**TASK**
Gather the lines below that include the string "筑紫通り", copying each in full.

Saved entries
──────────────────────────────

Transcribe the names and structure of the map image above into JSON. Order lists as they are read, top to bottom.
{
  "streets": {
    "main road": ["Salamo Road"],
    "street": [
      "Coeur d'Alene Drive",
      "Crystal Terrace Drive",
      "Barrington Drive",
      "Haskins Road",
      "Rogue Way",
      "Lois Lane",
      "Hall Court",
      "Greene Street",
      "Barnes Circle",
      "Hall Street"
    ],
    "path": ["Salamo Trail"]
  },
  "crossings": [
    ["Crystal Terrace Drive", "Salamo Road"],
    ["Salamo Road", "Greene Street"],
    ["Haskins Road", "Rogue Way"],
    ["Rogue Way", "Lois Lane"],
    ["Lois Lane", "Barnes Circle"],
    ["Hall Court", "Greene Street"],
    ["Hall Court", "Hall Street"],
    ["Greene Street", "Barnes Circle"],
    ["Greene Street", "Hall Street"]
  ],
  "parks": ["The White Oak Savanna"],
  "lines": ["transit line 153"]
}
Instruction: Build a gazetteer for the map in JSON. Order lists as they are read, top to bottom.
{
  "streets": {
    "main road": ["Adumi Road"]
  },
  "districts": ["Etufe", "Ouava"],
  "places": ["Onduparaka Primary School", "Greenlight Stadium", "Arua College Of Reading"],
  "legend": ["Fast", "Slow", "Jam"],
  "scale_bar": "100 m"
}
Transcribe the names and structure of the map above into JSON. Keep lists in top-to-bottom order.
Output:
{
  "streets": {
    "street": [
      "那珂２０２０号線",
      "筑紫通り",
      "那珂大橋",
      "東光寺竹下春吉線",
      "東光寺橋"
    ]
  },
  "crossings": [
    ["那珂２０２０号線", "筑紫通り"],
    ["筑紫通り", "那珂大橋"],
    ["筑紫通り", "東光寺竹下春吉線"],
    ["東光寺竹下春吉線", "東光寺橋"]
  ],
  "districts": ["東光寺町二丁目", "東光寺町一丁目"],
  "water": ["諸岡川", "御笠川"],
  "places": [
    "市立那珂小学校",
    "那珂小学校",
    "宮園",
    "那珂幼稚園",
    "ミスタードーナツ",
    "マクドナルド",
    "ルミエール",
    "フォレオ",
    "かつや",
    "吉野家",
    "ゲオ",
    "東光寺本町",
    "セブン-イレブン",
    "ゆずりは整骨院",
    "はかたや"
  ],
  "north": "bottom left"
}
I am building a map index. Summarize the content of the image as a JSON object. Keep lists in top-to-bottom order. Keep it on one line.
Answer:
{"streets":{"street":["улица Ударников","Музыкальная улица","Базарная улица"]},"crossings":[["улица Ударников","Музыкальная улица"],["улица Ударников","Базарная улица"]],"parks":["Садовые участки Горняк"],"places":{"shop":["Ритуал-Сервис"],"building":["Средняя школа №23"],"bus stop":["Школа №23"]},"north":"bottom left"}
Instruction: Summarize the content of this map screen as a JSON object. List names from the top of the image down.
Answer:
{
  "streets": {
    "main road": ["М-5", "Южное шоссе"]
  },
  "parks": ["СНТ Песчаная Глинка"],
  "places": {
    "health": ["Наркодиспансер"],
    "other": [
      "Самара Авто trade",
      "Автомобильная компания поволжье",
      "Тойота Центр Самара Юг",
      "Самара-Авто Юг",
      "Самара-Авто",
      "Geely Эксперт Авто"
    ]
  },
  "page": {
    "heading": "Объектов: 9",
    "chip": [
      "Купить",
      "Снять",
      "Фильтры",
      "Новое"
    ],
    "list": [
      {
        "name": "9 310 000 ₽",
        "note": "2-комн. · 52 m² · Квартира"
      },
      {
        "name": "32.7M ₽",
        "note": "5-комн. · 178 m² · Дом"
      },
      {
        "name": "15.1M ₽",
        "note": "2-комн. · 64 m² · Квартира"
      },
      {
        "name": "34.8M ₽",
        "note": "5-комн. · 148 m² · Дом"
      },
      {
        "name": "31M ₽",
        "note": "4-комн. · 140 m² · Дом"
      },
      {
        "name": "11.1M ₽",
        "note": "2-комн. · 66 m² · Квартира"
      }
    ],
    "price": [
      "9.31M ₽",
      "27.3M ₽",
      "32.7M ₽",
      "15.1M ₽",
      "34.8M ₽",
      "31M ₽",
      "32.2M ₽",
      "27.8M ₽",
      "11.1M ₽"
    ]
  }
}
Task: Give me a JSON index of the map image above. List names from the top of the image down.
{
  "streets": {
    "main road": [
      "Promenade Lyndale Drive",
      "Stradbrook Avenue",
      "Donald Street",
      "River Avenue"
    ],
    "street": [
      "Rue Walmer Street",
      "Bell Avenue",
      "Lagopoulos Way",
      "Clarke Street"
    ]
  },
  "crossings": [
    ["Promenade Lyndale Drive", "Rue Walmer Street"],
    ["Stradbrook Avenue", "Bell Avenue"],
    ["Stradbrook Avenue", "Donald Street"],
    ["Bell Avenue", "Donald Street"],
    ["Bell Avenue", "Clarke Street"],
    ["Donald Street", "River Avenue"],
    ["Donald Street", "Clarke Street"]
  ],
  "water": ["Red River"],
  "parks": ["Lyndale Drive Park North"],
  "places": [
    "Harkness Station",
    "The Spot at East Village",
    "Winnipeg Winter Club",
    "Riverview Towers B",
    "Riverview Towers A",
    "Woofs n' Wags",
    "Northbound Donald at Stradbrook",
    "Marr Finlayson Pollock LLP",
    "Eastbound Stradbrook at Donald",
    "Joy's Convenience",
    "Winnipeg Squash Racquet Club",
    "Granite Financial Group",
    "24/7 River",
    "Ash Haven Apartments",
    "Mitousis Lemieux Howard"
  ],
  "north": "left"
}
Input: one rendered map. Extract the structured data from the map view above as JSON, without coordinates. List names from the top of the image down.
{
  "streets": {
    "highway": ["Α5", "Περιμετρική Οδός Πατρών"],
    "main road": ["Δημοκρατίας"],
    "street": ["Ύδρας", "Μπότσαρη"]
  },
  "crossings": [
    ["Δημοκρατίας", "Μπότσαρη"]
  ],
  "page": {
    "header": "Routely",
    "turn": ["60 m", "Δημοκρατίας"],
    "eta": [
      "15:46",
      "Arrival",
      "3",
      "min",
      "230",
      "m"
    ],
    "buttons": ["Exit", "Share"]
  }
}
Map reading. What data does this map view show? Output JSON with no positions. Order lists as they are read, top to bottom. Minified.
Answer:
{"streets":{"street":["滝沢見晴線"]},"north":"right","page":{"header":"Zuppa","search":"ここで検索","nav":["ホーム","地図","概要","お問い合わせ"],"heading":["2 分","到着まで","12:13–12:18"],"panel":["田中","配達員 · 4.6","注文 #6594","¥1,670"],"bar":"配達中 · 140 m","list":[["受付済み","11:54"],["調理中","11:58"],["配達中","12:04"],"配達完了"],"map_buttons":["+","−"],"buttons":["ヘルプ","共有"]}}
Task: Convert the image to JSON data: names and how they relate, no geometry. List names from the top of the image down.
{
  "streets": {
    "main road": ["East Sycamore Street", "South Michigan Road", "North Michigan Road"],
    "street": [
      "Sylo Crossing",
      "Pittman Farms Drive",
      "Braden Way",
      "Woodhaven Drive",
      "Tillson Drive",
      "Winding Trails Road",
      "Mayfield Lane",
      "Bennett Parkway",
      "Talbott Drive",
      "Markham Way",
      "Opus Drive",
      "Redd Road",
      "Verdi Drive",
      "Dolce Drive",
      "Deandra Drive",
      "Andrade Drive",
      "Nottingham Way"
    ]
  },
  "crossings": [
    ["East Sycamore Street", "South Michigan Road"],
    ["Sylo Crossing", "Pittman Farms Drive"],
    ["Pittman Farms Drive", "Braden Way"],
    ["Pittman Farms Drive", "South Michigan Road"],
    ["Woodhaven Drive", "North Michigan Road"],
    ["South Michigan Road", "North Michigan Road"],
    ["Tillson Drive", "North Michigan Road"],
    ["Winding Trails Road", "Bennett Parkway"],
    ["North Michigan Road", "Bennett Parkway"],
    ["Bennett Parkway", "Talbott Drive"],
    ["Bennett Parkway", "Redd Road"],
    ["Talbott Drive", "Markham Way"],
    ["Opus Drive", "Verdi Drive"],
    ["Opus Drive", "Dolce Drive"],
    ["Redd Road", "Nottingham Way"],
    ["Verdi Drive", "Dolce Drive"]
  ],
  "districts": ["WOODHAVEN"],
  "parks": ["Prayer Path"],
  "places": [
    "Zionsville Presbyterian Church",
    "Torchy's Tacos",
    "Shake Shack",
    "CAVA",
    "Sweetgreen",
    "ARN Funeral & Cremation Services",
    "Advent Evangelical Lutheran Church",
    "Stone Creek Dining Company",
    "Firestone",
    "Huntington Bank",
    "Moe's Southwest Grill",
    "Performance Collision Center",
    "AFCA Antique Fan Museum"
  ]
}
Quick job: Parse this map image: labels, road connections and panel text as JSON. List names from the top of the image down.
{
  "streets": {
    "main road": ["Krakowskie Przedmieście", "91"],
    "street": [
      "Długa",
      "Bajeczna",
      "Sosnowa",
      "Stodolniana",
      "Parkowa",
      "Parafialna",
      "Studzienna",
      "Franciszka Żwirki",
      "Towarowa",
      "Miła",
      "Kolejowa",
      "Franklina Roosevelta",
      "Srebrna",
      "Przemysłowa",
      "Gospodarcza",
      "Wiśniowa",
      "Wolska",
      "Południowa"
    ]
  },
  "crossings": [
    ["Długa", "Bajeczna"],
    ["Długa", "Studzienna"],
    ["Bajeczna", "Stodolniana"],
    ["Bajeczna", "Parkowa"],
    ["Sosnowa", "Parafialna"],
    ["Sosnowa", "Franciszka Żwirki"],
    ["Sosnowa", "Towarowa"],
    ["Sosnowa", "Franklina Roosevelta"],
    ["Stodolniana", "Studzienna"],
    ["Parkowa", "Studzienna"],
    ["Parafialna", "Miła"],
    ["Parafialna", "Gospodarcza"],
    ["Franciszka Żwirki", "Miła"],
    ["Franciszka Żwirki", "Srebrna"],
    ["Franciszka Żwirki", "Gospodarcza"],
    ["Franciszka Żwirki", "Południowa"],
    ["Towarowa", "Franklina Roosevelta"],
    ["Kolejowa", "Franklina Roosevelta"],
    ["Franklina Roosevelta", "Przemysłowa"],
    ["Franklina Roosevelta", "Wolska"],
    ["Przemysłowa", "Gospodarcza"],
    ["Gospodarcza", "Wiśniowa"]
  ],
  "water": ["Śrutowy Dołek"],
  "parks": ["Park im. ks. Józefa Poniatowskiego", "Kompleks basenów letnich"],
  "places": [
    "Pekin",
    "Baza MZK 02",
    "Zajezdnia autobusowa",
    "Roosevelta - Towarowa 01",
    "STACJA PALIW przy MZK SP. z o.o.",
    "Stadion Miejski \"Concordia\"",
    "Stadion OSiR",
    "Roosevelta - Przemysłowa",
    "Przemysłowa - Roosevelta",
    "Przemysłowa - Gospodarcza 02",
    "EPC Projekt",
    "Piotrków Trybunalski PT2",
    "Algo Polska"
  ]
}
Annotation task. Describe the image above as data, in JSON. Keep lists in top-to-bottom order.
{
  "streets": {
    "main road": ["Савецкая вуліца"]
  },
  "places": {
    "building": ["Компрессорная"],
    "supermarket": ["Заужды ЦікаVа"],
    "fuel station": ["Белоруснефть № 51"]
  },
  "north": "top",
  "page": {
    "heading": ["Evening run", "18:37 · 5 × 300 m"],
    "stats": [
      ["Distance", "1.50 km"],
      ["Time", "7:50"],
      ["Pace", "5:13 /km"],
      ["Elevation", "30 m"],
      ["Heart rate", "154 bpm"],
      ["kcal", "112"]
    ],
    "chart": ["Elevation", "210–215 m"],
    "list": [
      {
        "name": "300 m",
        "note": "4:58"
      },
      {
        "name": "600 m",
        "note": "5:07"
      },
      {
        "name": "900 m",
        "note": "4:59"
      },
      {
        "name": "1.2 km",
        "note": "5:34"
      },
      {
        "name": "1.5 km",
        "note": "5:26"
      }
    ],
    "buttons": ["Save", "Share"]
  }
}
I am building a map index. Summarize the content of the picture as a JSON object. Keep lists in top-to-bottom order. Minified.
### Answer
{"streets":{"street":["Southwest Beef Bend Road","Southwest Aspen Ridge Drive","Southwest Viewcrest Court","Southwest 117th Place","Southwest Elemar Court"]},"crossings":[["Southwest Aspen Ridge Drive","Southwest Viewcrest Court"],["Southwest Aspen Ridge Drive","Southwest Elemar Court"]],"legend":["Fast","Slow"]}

──────────────────────────────

**FINAL ANSWER**
      "筑紫通り",
    ["那珂２０２０号線", "筑紫通り"],
    ["筑紫通り", "那珂大橋"],
    ["筑紫通り", "東光寺竹下春吉線"],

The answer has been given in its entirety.